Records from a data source
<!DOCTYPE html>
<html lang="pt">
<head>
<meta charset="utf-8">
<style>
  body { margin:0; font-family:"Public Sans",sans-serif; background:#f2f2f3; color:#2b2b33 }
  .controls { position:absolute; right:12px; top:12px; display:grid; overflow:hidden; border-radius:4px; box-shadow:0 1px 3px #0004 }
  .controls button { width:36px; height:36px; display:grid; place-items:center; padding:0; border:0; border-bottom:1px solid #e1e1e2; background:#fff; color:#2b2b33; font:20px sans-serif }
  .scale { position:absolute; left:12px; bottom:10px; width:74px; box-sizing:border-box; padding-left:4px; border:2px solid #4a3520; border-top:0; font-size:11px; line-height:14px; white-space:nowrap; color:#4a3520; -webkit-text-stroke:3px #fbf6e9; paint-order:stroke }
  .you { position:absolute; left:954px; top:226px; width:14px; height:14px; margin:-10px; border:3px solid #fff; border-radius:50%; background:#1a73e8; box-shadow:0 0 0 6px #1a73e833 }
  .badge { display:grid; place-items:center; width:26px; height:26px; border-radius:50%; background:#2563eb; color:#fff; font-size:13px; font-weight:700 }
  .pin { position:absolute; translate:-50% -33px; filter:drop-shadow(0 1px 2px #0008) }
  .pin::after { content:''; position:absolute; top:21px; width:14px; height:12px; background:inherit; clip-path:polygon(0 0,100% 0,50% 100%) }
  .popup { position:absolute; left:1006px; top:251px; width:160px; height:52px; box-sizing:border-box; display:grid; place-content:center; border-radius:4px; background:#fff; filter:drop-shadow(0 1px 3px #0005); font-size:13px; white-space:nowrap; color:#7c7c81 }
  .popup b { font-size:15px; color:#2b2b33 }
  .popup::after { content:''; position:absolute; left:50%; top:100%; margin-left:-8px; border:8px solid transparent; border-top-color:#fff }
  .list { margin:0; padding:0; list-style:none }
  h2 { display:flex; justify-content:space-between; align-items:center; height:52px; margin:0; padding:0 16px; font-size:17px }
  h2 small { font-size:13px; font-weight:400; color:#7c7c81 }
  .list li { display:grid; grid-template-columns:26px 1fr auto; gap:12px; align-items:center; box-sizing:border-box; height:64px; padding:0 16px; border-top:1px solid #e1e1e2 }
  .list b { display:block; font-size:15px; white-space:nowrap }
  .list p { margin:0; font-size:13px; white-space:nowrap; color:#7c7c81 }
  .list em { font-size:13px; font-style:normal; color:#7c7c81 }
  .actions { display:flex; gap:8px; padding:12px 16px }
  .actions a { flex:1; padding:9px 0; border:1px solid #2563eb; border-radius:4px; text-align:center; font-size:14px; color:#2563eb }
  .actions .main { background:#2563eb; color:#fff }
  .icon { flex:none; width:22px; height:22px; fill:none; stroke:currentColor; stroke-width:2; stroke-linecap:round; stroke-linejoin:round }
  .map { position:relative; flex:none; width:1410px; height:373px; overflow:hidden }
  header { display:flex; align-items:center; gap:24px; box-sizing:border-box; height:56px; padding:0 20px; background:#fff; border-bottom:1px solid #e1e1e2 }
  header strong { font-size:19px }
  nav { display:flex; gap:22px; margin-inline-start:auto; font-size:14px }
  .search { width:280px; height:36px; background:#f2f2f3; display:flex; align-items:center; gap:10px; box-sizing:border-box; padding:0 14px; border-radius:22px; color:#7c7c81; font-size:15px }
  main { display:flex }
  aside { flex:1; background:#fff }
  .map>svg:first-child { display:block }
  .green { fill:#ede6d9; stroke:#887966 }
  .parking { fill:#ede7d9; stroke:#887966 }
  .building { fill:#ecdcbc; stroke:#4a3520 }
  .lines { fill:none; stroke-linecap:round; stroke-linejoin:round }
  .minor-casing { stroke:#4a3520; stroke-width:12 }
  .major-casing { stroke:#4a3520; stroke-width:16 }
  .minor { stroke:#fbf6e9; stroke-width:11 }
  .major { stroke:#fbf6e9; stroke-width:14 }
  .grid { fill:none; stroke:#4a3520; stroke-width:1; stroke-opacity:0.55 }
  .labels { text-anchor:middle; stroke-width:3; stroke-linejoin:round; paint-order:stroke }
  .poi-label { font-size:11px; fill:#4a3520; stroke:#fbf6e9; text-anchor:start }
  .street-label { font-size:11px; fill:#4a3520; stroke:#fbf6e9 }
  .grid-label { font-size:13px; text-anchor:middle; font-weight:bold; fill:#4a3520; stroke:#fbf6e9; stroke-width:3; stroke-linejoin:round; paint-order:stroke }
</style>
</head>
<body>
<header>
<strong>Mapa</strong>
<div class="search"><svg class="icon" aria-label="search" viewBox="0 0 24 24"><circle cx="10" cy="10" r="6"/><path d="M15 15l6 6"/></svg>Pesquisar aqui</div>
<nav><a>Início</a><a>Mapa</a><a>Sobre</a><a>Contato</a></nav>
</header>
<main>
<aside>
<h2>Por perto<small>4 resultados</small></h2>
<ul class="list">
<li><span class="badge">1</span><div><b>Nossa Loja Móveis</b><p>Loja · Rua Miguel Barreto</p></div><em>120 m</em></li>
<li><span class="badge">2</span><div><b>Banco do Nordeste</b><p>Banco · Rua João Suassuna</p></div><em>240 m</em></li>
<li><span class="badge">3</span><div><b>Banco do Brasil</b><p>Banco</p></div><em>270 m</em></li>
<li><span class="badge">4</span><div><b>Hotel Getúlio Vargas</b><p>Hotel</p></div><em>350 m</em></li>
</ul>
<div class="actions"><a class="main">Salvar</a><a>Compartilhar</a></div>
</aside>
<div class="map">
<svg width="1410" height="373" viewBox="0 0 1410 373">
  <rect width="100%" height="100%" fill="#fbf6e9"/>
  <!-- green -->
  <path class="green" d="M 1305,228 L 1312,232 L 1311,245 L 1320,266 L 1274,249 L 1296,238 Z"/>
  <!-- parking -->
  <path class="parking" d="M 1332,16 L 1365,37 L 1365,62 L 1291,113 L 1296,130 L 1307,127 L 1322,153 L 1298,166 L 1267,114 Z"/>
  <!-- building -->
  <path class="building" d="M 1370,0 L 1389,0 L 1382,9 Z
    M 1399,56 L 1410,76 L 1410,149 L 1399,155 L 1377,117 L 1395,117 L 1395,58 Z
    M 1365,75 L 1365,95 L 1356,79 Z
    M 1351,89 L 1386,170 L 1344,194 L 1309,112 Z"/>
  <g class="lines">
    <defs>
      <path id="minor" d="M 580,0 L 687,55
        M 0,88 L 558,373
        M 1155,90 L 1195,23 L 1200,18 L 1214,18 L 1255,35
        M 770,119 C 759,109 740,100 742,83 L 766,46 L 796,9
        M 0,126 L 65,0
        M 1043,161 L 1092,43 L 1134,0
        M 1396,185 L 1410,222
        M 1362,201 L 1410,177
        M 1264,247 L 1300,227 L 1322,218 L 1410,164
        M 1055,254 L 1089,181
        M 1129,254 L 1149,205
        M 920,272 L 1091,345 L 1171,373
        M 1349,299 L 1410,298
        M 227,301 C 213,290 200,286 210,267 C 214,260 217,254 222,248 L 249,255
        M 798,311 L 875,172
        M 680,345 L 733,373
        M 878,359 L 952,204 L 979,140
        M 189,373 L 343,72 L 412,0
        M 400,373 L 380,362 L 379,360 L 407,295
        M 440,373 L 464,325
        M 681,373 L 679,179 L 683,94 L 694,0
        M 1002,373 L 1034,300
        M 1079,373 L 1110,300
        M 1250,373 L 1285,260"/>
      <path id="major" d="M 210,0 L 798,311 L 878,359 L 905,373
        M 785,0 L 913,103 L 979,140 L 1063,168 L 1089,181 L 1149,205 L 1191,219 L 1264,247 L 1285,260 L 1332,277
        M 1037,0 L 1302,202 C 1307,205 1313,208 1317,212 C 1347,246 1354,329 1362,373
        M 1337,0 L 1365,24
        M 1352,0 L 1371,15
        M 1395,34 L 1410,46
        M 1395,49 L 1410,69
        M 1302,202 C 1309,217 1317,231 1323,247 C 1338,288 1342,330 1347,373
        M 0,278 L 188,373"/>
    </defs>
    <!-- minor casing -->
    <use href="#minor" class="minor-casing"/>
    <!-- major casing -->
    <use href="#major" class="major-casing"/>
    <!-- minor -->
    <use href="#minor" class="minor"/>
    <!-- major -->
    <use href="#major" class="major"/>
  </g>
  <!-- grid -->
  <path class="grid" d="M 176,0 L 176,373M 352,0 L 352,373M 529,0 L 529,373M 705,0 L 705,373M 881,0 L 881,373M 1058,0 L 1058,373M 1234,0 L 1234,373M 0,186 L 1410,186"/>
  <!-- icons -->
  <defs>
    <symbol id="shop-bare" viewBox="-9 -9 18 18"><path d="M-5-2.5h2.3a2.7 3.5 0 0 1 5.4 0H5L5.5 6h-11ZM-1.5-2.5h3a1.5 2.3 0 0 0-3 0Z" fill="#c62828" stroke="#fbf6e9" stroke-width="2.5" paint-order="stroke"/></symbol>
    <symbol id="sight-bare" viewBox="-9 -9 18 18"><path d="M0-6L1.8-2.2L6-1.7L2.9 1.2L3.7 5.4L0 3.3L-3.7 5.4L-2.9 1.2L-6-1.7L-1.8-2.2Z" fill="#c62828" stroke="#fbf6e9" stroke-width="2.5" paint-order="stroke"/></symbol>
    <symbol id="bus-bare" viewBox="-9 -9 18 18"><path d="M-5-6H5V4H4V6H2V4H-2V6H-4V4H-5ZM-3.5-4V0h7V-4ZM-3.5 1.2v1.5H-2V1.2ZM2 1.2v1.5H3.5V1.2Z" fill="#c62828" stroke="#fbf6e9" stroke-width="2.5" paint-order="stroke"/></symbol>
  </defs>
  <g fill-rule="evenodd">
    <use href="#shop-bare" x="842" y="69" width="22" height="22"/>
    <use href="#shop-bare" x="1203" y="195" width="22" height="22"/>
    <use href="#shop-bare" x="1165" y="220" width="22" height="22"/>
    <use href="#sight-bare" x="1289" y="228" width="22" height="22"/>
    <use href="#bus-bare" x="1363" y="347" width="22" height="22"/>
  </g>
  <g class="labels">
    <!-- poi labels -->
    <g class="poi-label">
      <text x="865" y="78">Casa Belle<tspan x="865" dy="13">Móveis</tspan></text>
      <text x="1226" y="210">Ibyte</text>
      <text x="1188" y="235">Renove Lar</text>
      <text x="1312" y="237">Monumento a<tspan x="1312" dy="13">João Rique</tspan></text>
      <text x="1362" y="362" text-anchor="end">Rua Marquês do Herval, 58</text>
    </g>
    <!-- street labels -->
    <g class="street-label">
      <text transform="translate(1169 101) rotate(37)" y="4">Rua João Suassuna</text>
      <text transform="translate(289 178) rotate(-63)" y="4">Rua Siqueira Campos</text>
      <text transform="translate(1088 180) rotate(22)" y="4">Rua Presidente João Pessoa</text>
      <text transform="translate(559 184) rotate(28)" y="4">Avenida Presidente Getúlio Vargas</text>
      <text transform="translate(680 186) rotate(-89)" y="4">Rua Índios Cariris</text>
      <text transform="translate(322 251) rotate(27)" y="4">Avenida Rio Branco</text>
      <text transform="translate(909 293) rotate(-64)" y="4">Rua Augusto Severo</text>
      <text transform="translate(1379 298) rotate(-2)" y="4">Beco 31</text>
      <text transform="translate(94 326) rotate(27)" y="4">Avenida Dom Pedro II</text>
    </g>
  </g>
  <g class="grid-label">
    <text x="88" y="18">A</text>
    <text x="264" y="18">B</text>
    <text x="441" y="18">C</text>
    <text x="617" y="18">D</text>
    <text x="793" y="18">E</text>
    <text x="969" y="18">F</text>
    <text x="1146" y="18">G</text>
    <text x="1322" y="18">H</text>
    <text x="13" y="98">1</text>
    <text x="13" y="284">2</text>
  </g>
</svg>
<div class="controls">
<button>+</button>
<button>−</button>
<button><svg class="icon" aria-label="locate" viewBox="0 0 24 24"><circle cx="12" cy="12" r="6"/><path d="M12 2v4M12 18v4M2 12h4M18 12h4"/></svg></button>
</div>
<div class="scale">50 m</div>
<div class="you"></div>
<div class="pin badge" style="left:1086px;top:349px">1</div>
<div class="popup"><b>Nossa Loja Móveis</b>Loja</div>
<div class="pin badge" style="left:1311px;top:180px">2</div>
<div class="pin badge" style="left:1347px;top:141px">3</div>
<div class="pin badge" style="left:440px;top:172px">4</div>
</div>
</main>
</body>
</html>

What the task asks
Please give an exact copy of the entries above, from the line with "position:absolute; right:12px; top:12px;" down to the line with "margin:0; padding:0; list-style:none", inclusive, and nothing else.

Answer
  .controls { position:absolute; right:12px; top:12px; display:grid; overflow:hidden; border-radius:4px; box-shadow:0 1px 3px #0004 }
  .controls button { width:36px; height:36px; display:grid; place-items:center; padding:0; border:0; border-bottom:1px solid #e1e1e2; background:#fff; color:#2b2b33; font:20px sans-serif }
  .scale { position:absolute; left:12px; bottom:10px; width:74px; box-sizing:border-box; padding-left:4px; border:2px solid #4a3520; border-top:0; font-size:11px; line-height:14px; white-space:nowrap; color:#4a3520; -webkit-text-stroke:3px #fbf6e9; paint-order:stroke }
  .you { position:absolute; left:954px; top:226px; width:14px; height:14px; margin:-10px; border:3px solid #fff; border-radius:50%; background:#1a73e8; box-shadow:0 0 0 6px #1a73e833 }
  .badge { display:grid; place-items:center; width:26px; height:26px; border-radius:50%; background:#2563eb; color:#fff; font-size:13px; font-weight:700 }
  .pin { position:absolute; translate:-50% -33px; filter:drop-shadow(0 1px 2px #0008) }
  .pin::after { content:''; position:absolute; top:21px; width:14px; height:12px; background:inherit; clip-path:polygon(0 0,100% 0,50% 100%) }
  .popup { position:absolute; left:1006px; top:251px; width:160px; height:52px; box-sizing:border-box; display:grid; place-content:center; border-radius:4px; background:#fff; filter:drop-shadow(0 1px 3px #0005); font-size:13px; white-space:nowrap; color:#7c7c81 }
  .popup b { font-size:15px; color:#2b2b33 }
  .popup::after { content:''; position:absolute; left:50%; top:100%; margin-left:-8px; border:8px solid transparent; border-top-color:#fff }
  .list { margin:0; padding:0; list-style:none }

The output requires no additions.